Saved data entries

<<<<

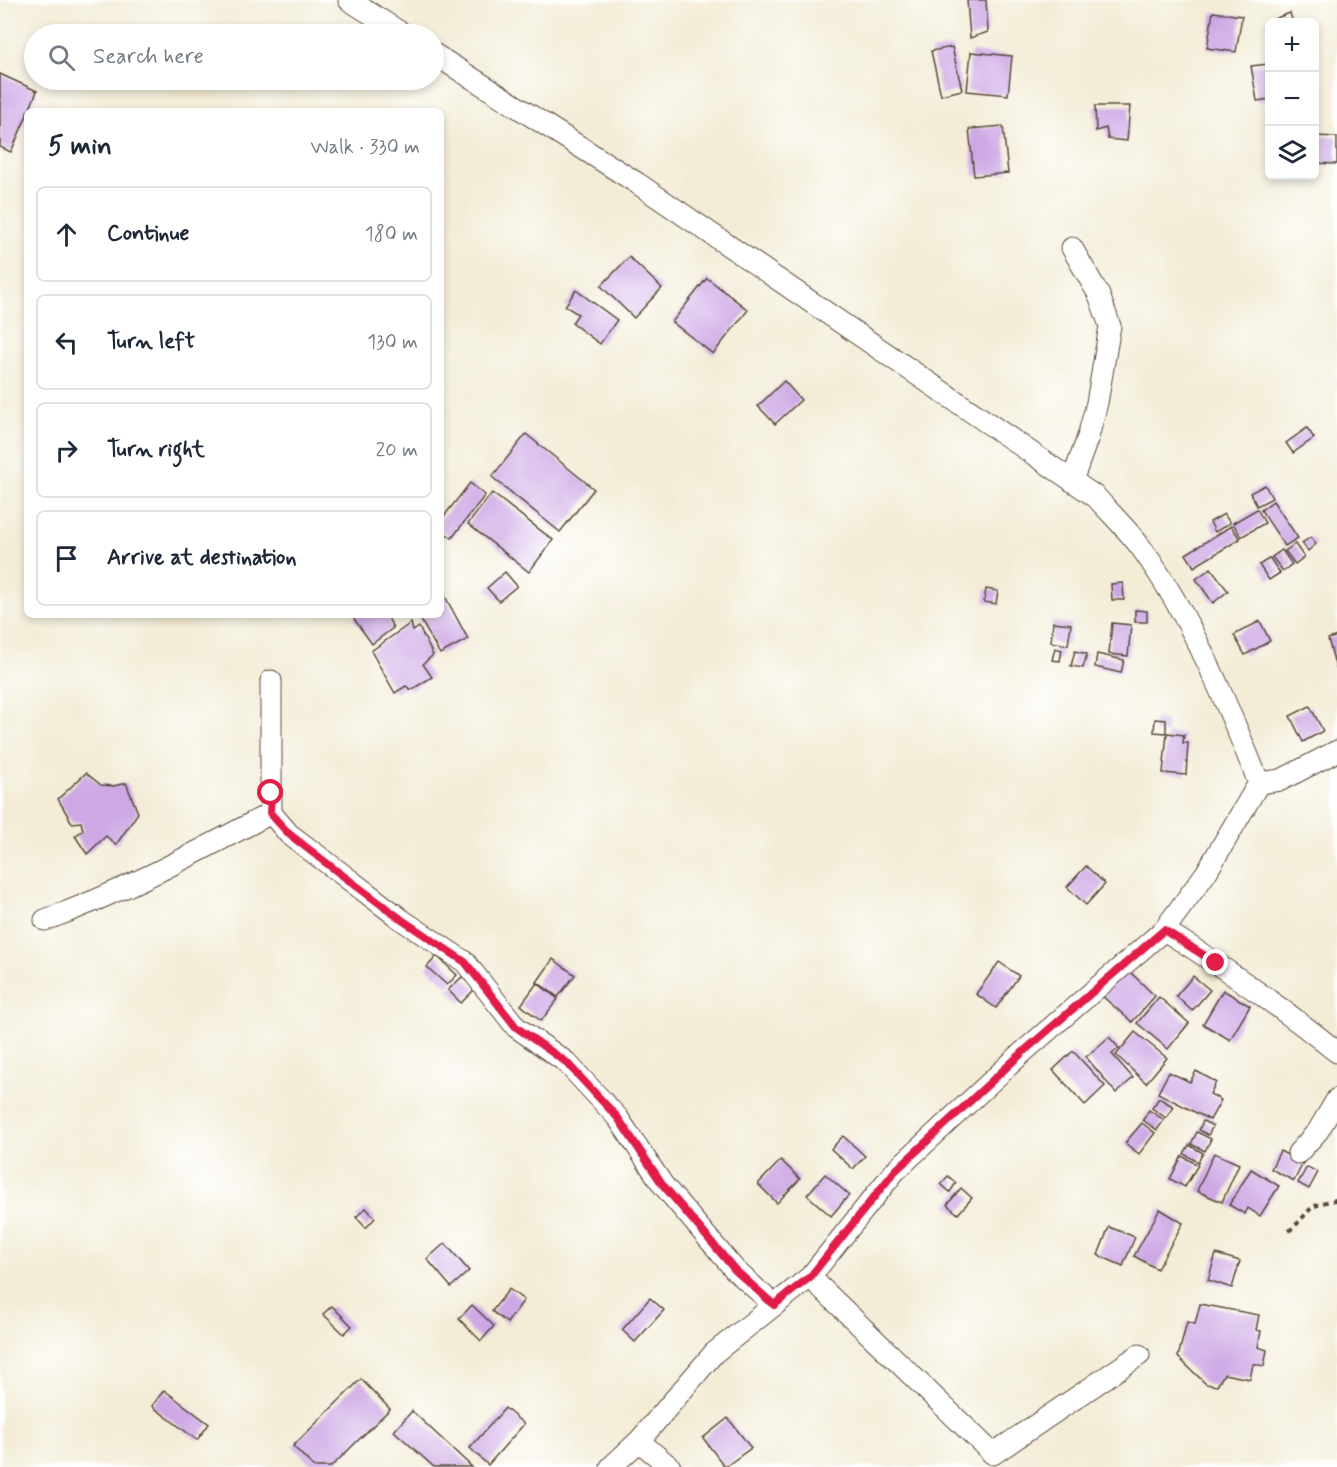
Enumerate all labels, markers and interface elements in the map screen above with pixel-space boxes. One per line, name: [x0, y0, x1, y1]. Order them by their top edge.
map controls: [1265, 18, 1319, 180]
button: +: [1265, 18, 1319, 72]
search box: [24, 24, 444, 90]
icon: search: [45, 41, 78, 74]
text: Search here: [93, 43, 204, 71]
button: −: [1265, 72, 1319, 126]
button: layers: [1265, 126, 1319, 180]
text: 5 min: [48, 130, 112, 164]
text: Walk · 330 m: [311, 134, 420, 161]
icon: ahead: [50, 218, 83, 251]
text: Continue: [107, 220, 189, 248]
text: 180 m: [365, 221, 418, 248]
icon: left: [50, 326, 83, 359]
text: Turn left: [107, 328, 195, 356]
text: 130 m: [367, 329, 418, 356]
icon: right: [50, 434, 83, 467]
text: Turn right: [107, 436, 205, 464]
text: 20 m: [375, 437, 418, 464]
icon: arrive: [50, 542, 83, 575]
text: Arrive at destination: [107, 544, 297, 572]
route start: [257, 779, 283, 805]
route end: [1202, 949, 1228, 975]

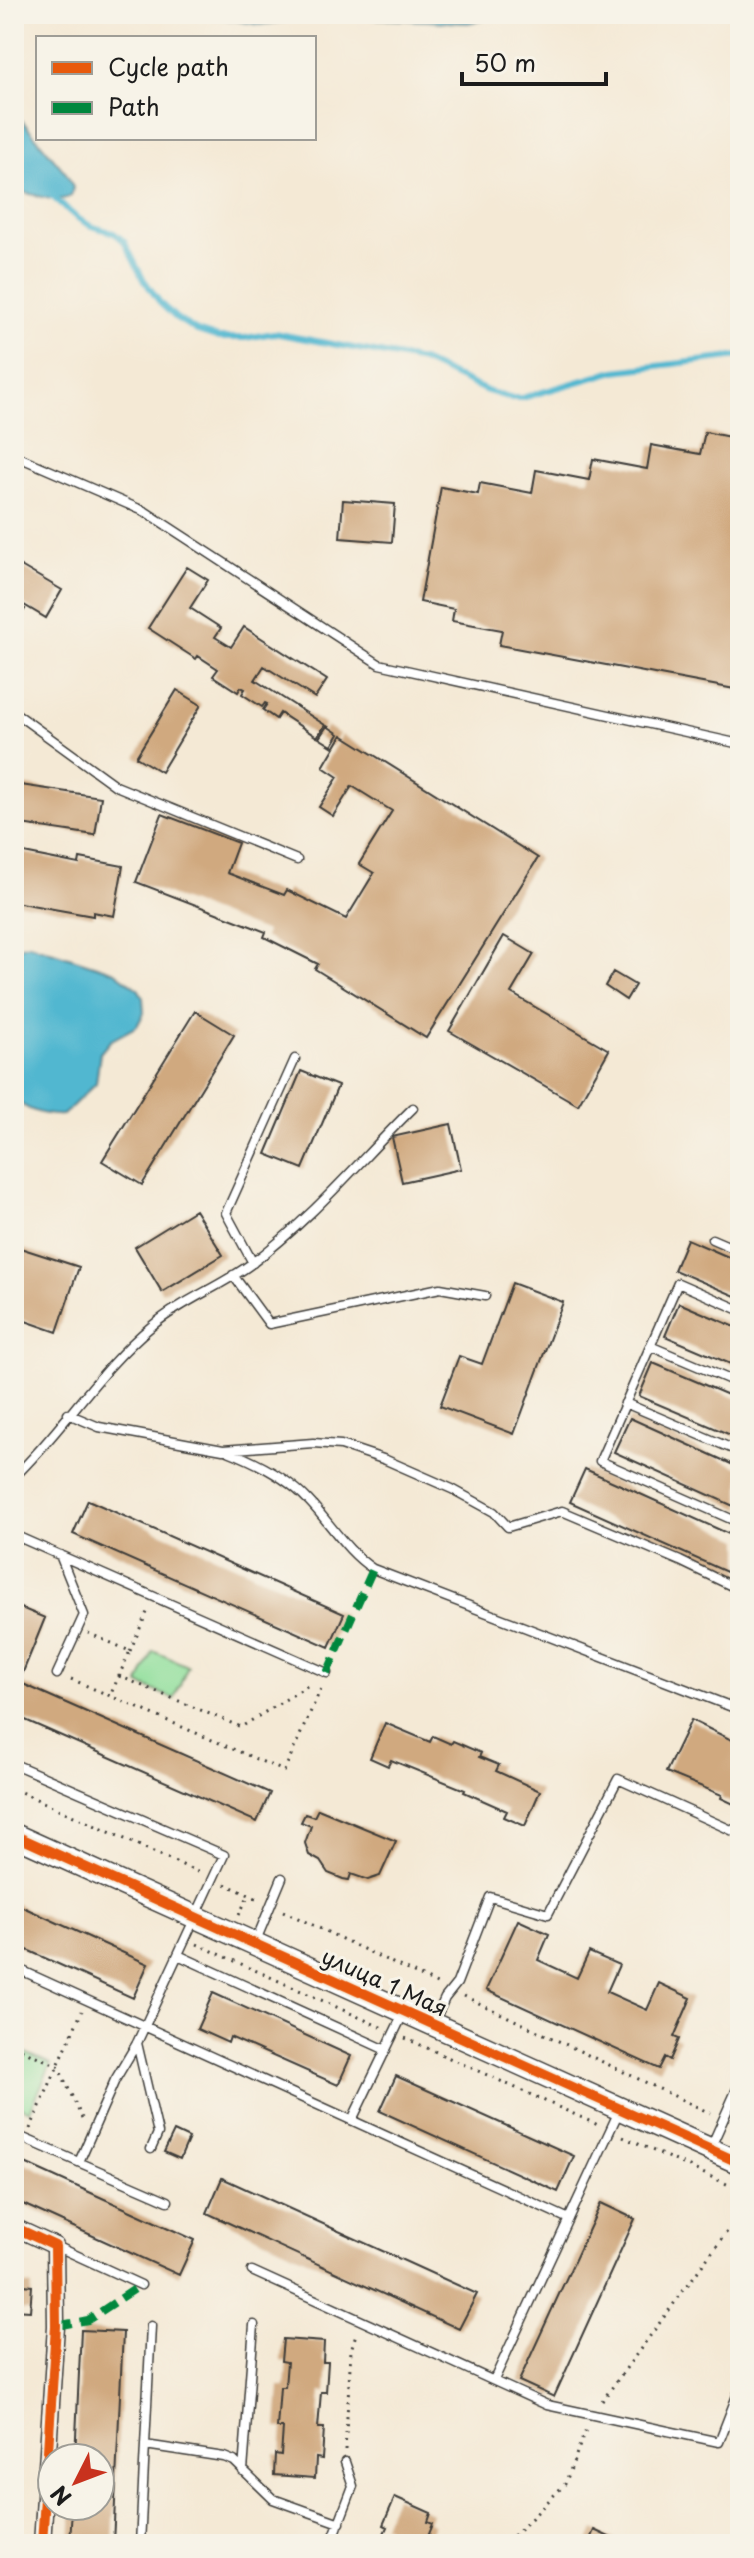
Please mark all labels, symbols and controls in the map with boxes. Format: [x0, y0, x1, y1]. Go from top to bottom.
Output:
legend [36, 36, 316, 140]
scale bar [462, 36, 606, 86]
text: 50 m [474, 44, 536, 80]
text: Cycle path [108, 48, 229, 84]
text: Path [108, 88, 160, 124]
street label: улица 1 Мая [317, 1939, 453, 2023]
north arrow [36, 2442, 116, 2522]
text: N [42, 2479, 78, 2514]

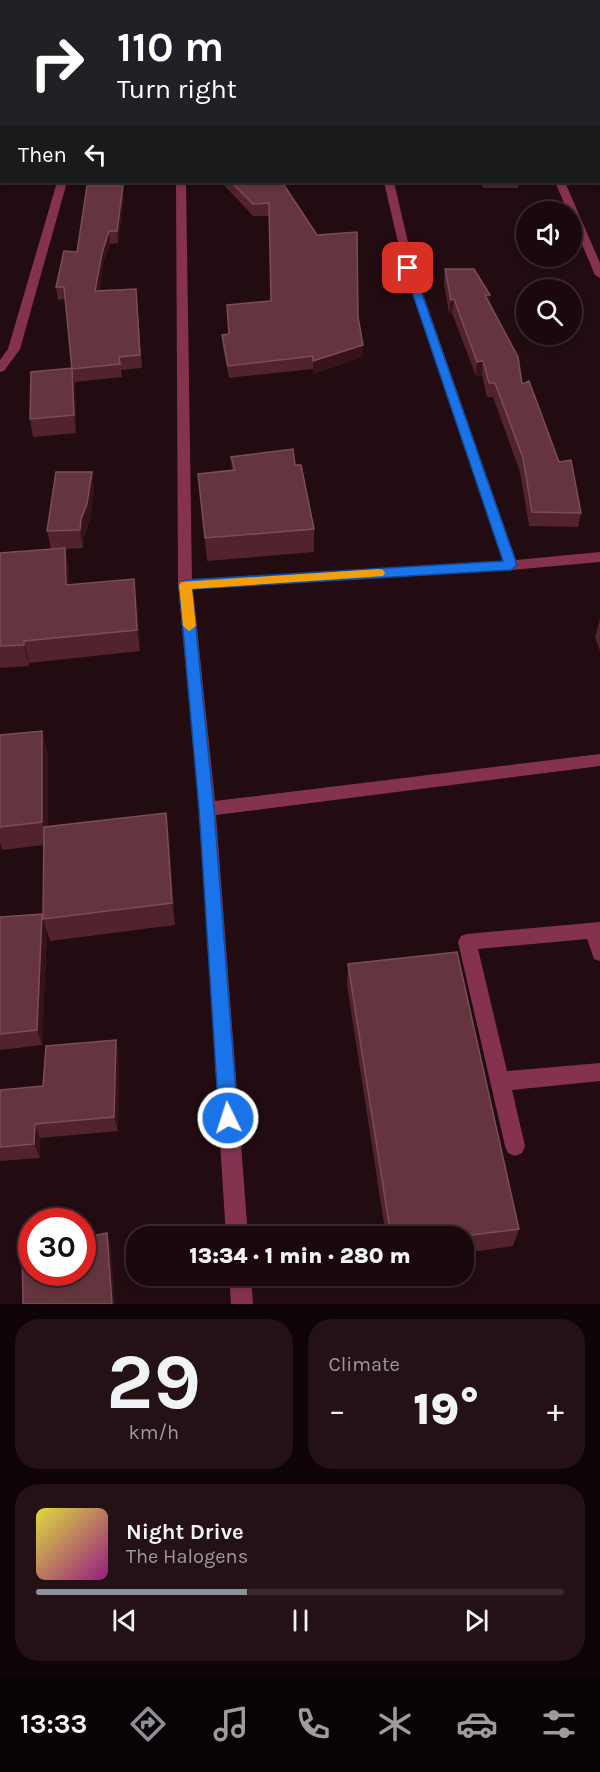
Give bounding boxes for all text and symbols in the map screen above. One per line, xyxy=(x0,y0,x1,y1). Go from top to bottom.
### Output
text: 110 m xyxy=(117,22,224,72)
icon: right xyxy=(18,24,96,102)
text: Turn right xyxy=(117,73,237,105)
icon: left xyxy=(79,138,112,171)
text: Then xyxy=(18,142,67,168)
map controls xyxy=(516,201,582,345)
button: sound xyxy=(516,201,582,267)
pin xyxy=(382,242,433,293)
icon: arrive xyxy=(391,251,424,284)
button: search xyxy=(516,279,582,345)
position arrow xyxy=(196,1086,260,1150)
speed limit sign: 30 xyxy=(18,1208,96,1286)
text: 13:34 · 1 min · 280 m xyxy=(189,1243,411,1269)
text: 29 xyxy=(106,1336,201,1428)
text: Climate xyxy=(329,1353,400,1376)
text: 19° xyxy=(413,1383,479,1435)
text: − xyxy=(329,1391,346,1429)
text: + xyxy=(547,1391,564,1429)
text: km/h xyxy=(128,1421,179,1444)
text: Night Drive xyxy=(126,1519,244,1545)
text: The Halogens xyxy=(126,1545,248,1568)
icon: previous xyxy=(108,1604,141,1637)
icon: pause xyxy=(284,1604,317,1637)
icon: next xyxy=(460,1604,493,1637)
icon: directions xyxy=(127,1703,169,1745)
icon: music xyxy=(210,1703,252,1745)
icon: phone xyxy=(292,1703,334,1745)
icon: climate xyxy=(374,1703,416,1745)
icon: car xyxy=(456,1703,498,1745)
icon: filters xyxy=(538,1703,580,1745)
text: 13:33 xyxy=(20,1708,87,1740)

>>>>

■ **Exercise**
Check each line of the records for the word "symbols" and extract those that contain it.

■ **Task output**
Please mark all labels, symbols and controls in the map with boxes. Format: [x0, y0, x1, y1]. Go from top to bottom.
Give bounding boxes for all text and symbols in the map screen above. One per line, xyxy=(x0,y0,x1,y1). Go from top to bottom.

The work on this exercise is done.